From: Yosry Ahmed <yosryahmed@google.com>
To: Nhat Pham <nphamcs@gmail.com>
Cc: Johannes Weiner <hannes@cmpxchg.org>,
Usama Arif <usamaarif642@gmail.com>,
akpm@linux-foundation.org, chengming.zhou@linux.dev,
linux-mm@kvack.org, linux-kernel@vger.kernel.org,
kernel-team@meta.com, Hugh Dickins <hughd@google.com>,
Huang Ying <ying.huang@intel.com>
Subject: Re: [PATCH 1/2] mm: store zero pages to be swapped out in a bitmap
Date: Thu, 30 May 2024 12:49:35 -0700 [thread overview]
Message-ID: <CAJD7tkYDjmMLnH_2sQuuMLE0FE5YqZEppNsprCnm5RdaSkGEBQ@mail.gmail.com> (raw)
In-Reply-To: <CAKEwX=NX-4dbietxy-25F-OotuGGL0F9h+hwV76b9Ap5nSy9uw@mail.gmail.com>
On Thu, May 30, 2024 at 12:18 PM Nhat Pham <nphamcs@gmail.com> wrote:
>
> On Thu, May 30, 2024 at 9:24 AM Yosry Ahmed <yosryahmed@google.com> wrote:
> >
> > On Thu, May 30, 2024 at 5:27 AM Johannes Weiner <hannes@cmpxchg.org> wrote:
> > >
> > > On Thu, May 30, 2024 at 11:19:07AM +0100, Usama Arif wrote:
> > > > Approximately 10-20% of pages to be swapped out are zero pages [1].
> > > > Rather than reading/writing these pages to flash resulting
> > > > in increased I/O and flash wear, a bitmap can be used to mark these
> > > > pages as zero at write time, and the pages can be filled at
> > > > read time if the bit corresponding to the page is set.

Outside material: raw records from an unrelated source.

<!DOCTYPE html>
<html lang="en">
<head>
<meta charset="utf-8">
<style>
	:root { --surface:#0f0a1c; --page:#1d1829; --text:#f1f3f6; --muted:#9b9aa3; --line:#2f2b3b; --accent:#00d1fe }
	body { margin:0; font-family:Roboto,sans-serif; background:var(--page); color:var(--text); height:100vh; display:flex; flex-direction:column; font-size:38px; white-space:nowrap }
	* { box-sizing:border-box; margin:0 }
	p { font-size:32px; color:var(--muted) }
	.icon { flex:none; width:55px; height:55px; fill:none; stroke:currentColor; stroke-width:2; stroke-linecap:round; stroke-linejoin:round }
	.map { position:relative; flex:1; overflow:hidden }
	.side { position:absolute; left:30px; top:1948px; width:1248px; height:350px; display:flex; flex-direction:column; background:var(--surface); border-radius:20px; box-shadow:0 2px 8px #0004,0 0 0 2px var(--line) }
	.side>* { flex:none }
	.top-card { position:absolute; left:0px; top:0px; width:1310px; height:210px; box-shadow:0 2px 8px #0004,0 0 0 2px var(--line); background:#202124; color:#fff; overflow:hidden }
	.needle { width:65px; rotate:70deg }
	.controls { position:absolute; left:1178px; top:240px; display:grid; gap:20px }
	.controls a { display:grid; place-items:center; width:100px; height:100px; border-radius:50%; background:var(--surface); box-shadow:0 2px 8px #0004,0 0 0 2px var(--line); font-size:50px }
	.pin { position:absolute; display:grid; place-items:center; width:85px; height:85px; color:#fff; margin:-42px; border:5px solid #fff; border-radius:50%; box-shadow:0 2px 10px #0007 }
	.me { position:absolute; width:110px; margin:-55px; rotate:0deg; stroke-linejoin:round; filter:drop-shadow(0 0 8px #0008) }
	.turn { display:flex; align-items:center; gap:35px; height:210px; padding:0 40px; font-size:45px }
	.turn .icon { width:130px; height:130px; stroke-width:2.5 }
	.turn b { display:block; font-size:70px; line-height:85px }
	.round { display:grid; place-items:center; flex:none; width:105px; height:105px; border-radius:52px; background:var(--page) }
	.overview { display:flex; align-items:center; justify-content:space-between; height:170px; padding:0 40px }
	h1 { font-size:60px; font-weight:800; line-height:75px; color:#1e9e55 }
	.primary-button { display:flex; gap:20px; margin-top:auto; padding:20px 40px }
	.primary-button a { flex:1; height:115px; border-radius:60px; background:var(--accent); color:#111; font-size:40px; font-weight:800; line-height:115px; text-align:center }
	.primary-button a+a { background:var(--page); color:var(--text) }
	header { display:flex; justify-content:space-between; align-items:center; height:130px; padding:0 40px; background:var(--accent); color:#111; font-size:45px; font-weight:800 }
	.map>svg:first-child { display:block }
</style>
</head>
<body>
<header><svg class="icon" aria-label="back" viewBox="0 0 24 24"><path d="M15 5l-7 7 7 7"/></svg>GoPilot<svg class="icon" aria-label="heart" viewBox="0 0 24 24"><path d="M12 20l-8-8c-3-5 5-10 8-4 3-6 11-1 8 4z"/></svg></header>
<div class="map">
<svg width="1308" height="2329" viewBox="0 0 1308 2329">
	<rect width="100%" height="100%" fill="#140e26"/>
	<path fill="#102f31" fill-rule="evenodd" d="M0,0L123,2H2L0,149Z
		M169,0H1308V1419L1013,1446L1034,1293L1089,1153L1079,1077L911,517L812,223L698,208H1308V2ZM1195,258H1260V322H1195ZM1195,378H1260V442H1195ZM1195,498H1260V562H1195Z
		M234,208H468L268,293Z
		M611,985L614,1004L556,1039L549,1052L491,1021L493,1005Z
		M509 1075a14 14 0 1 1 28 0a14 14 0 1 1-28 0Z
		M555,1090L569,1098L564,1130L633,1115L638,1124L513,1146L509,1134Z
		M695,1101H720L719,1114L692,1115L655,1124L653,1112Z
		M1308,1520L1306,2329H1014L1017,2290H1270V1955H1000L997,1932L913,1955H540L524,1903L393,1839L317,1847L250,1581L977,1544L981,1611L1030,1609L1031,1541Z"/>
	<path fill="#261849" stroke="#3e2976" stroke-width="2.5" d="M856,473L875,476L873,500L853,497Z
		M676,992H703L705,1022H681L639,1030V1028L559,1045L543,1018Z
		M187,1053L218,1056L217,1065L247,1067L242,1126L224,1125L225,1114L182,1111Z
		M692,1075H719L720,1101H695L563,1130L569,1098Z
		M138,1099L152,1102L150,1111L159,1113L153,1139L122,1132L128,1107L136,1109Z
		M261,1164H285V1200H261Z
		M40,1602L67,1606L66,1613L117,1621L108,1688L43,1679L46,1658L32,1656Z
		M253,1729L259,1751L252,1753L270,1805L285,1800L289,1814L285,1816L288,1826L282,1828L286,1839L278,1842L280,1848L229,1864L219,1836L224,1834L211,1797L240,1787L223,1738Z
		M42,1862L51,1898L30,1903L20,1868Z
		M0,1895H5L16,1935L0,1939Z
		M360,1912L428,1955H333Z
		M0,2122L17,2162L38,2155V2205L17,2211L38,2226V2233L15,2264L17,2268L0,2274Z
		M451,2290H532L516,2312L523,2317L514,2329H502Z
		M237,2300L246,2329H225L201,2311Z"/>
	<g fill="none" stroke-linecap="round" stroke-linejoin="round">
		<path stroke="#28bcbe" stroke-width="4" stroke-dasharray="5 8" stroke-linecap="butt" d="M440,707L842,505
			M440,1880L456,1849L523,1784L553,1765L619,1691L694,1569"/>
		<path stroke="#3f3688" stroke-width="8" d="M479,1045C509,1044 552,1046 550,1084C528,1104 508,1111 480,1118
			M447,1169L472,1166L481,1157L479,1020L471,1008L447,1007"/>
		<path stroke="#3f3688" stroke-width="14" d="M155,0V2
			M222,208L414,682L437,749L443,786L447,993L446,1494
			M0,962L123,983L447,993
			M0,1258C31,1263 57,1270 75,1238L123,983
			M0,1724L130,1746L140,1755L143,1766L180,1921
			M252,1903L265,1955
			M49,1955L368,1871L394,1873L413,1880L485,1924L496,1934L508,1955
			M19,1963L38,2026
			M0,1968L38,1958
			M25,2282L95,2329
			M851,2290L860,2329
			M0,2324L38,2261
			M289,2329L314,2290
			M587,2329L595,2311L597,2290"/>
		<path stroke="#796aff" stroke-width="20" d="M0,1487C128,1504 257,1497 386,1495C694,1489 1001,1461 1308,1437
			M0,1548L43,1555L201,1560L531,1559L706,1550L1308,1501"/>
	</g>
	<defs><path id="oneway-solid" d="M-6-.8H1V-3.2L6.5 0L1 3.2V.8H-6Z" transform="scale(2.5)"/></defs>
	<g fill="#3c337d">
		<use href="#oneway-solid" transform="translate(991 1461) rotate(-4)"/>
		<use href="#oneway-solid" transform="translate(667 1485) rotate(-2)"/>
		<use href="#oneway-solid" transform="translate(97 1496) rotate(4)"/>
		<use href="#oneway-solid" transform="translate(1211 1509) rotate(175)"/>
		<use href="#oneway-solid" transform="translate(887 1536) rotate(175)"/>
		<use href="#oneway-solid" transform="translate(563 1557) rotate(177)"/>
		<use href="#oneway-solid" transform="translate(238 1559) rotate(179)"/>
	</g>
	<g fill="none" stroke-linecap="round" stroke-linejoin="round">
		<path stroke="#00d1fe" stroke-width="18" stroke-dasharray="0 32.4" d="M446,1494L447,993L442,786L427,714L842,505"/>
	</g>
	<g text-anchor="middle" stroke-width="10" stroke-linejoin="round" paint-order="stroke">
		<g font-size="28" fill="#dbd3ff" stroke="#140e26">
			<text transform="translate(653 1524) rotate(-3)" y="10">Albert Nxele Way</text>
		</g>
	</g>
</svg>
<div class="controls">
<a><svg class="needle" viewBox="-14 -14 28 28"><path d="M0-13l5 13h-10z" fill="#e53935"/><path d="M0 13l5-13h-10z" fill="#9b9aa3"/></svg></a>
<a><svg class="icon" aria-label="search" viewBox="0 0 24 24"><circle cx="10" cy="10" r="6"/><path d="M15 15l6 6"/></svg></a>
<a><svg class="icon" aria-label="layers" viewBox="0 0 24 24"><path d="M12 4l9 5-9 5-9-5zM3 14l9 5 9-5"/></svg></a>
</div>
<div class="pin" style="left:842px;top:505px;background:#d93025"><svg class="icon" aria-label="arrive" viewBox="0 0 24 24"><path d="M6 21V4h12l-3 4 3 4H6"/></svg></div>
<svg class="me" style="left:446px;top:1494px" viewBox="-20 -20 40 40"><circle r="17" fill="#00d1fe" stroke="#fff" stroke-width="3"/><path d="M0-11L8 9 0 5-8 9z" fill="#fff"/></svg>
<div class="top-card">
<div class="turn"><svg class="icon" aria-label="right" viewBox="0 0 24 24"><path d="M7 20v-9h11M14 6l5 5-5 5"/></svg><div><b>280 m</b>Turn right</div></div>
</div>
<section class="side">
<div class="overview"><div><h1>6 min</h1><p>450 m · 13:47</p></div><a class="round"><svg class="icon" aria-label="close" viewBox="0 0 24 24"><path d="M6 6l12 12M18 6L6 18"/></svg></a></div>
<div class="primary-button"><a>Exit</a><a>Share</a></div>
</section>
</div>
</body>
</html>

> > > > With this patch, NVMe writes in Meta server fleet decreased
> > > > by almost 10% with conventional swap setup (zswap disabled).
> > > >
> > > > [1]https://lore.kernel.org/all/20171018104832epcms5p1b2232e2236258de3d03d1344dde9fce0@epcms5p1/
> > > >
> > > > Signed-off-by: Usama Arif <usamaarif642@gmail.com>
> > >
> > > This is awesome.
> > >
> > > > ---
> > > > include/linux/swap.h | 1 +
> > > > mm/page_io.c | 86 ++++++++++++++++++++++++++++++++++++++++++--
> > > > mm/swapfile.c | 10 ++++++
> > > > 3 files changed, 95 insertions(+), 2 deletions(-)
> > > >
> > > > diff --git a/include/linux/swap.h b/include/linux/swap.h
> > > > index a11c75e897ec..e88563978441 100644
> > > > --- a/include/linux/swap.h
> > > > +++ b/include/linux/swap.h
> > > > @@ -299,6 +299,7 @@ struct swap_info_struct {
> > > > signed char type; /* strange name for an index */
> > > > unsigned int max; /* extent of the swap_map */
> > > > unsigned char *swap_map; /* vmalloc'ed array of usage counts */
> > > > + unsigned long *zeromap; /* vmalloc'ed bitmap to track zero pages */
> > >
> > > One bit per swap slot, so 1 / (4096 * 8) = 0.003% static memory
> > > overhead for configured swap space. That seems reasonable for what
> > > appears to be a fairly universal 10% reduction in swap IO.
> > >
> > > An alternative implementation would be to reserve a bit in
> > > swap_map. This would be no overhead at idle, but would force
> > > continuation counts earlier on heavily shared page tables, and AFAICS
> > > would get complicated in terms of locking, whereas this one is pretty
> > > simple (atomic ops protect the map, swapcache lock protects the bit).
> > >
> > > So I prefer this version. But a few comments below:
> >
> > I am wondering if it's even possible to take this one step further and
> > avoid reclaiming zero-filled pages in the first place. Can we just
> > unmap them and let the first read fault allocate a zero'd page like
> > uninitialized memory, or point them at the zero page and make them
> > read-only, or something? Then we could free them directly without
> > going into the swap code to begin with.
> >
> > That's how I thought about it initially when I attempted to support
> > only zero-filled pages in zswap. It could be a more complex
> > implementation though.
>
> We can aim for this eventually, but yeah the implementation will be
> more complex. We'll need to be careful in handling shared zero pages,
> synchronizing accesses and maintaining reference counts. I think we
> will need to special-case swap cache and swap map for these zero pages
> (a ghost zero swap device perhaps), or reinvent the wheel to manage
> these pieces of information.
Isn't there an existing mechanism to have read-only mappings pointing
at the shared zero page, and do COW? Can't we just use that?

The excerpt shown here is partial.